En el mundo académico, citar las obras de otros no es una mera cortesía, sino un requisito normativo. De hecho, resulta casi imposible imaginar la publicación de un artículo en una revista reputada sin una lista adjunta de referencias. El plagio es uno de los pocos actos que pueden acabar con una carrera académica brillante.

Las citas sitúan en su marco la investigación y ayudan a orientar al lector. Permiten al lector evaluar la obra de un autor a partir de la calidad patente de las referencias seleccionadas y a rastrear obras antes desconocidas, pero posiblemente útiles.

Eugene Garfield lo entendió. En 1955, Garfield creó el Science Citation Index (SCI), base de datos en la que figuran todas las referencias citadas en todas las revistas científicas muy respetadas, con lo cual exponía la desperdigada red de conexiones entre los textos. Como él mismo dijo: “Recurriendo a las citas de los autores al compilar el índice de citas, estamos utilizando en realidad a un ejército de participantes en los índices, pues, siempre que un autor indica una referencia, está incluyendo, en realidad, en un índice esa obra desde su punto de vista”. El SCI permitiría a los investigadores seguir cadenas de conocimientos hacia atrás y hacia delante por los enlaces a citas insertas en la bibliografía científica.

Las posibilidades del SCI no se desaprovecharon en la comunidad científica, cuyos miembros se apresuraron a adoptarlo, pero no por las razones por las que habría sido de esperar. El enriquecimiento de la materia estudiada con análisis, conexiones y conclusiones anteriores relativos a los mismos textos citados fue, desde luego, una parte de su atractivo. Sin embargo, más atractiva era la posibilidad de rastrear la influencia académica de uno mismo y de otros a lo largo del tiempo y en diferentes esferas y de descubrir cuáles son los científicos, artículos, revistas e instituciones más citados.

Casi de la noche a la mañana, la humilde referencia bibliográfica adquirió importancia simbólica y la ciencia obtuvo un sistema de puntuación, pero ¿de verdad lo necesitaba?

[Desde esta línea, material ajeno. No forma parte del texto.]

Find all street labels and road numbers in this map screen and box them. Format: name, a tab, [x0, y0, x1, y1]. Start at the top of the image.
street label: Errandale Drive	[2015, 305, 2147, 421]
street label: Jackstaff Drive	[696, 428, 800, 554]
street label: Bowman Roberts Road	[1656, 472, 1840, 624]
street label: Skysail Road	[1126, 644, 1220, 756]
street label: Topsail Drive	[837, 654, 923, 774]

El SCI originó múltiples formas de calibrar las citas, dos de las cuales, en particular, son dignas de mención. La primera –otra idea de Garfield– es el factor de repercusión, que ofrece una presunta indicación de la calidad de una revista académica basada en el número de veces que sus artículos fueron citados por término medio en los dos años anteriores. Un factor de repercusión alto impulsa al instante el prestigio de una revista.

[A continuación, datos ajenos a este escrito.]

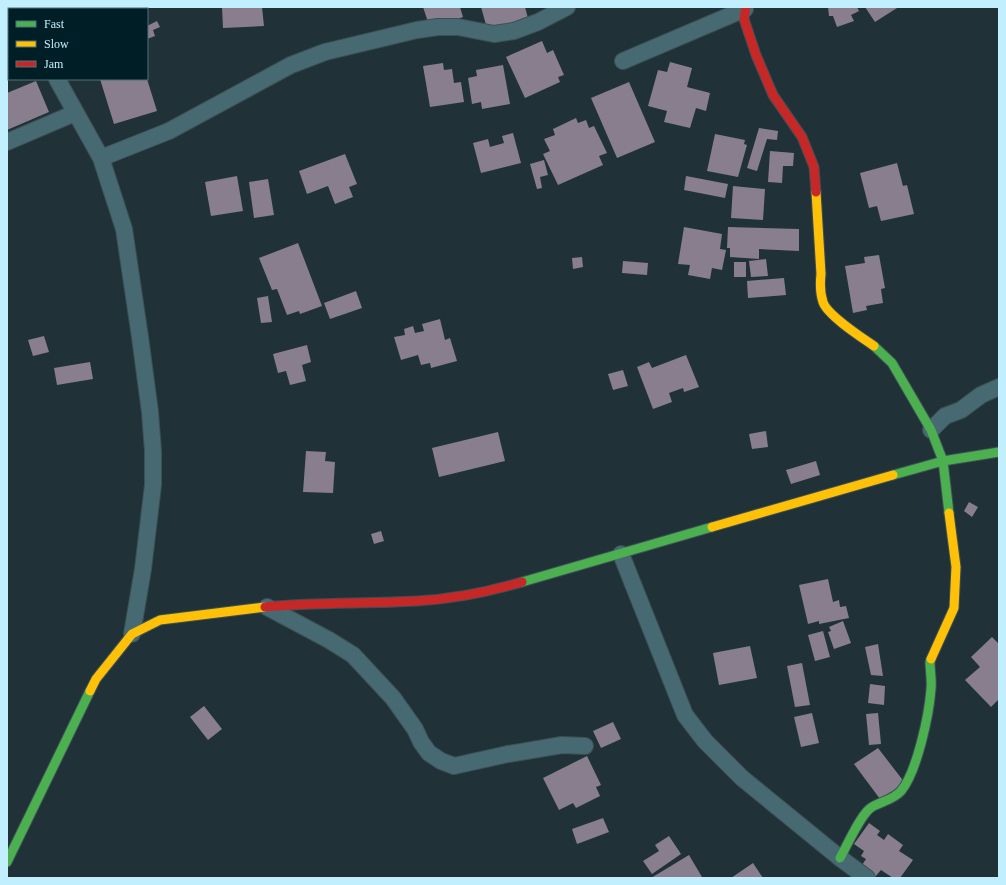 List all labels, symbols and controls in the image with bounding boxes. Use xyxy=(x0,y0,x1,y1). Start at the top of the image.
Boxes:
legend xyxy=(8,8,148,80)
text: Fast xyxy=(44,17,65,31)
text: Slow xyxy=(44,37,69,51)
text: Jam xyxy=(44,57,64,71) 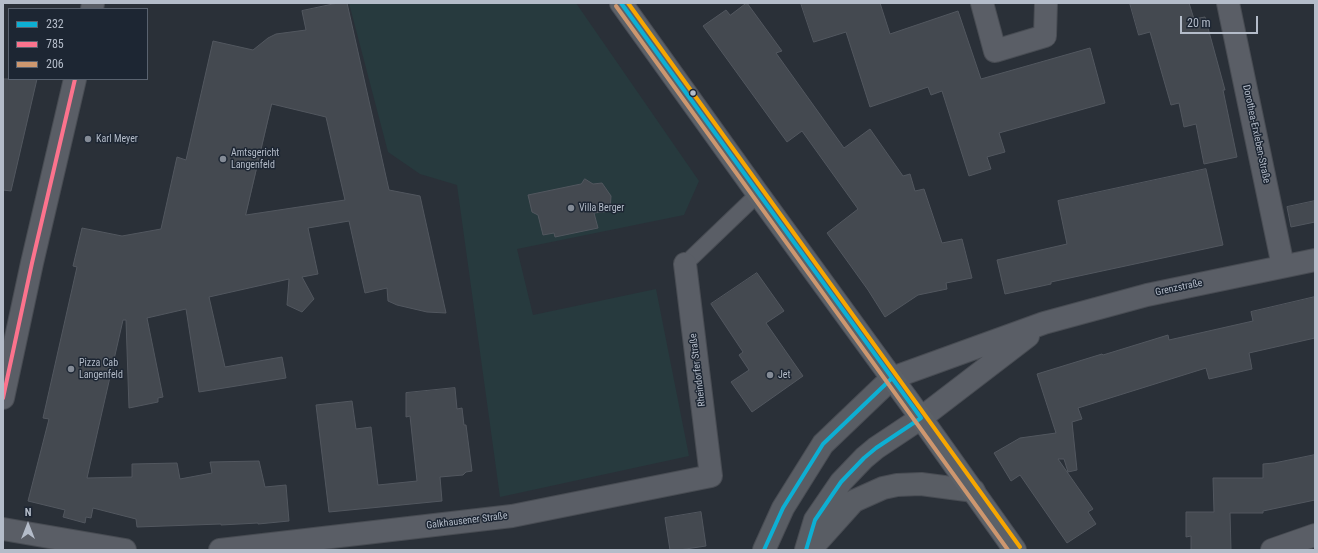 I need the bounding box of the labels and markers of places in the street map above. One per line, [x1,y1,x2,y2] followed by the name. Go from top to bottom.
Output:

Otro método notable de calibración es el índice H, concebido por el físico Jorge Hirsch, cuyo objetivo es el de calibrar la productividad y la repercusión. La forma en que se computa el índice H es sencilla: si un investigador publica 20 artículos, cada uno de los cuales haya sido citado al menos 20 veces, tendrá un índice H de 20. Si publica 34 artículos, cada uno de los cuales haya sido citado al menos 34 veces, obtendrá un índice H de 34.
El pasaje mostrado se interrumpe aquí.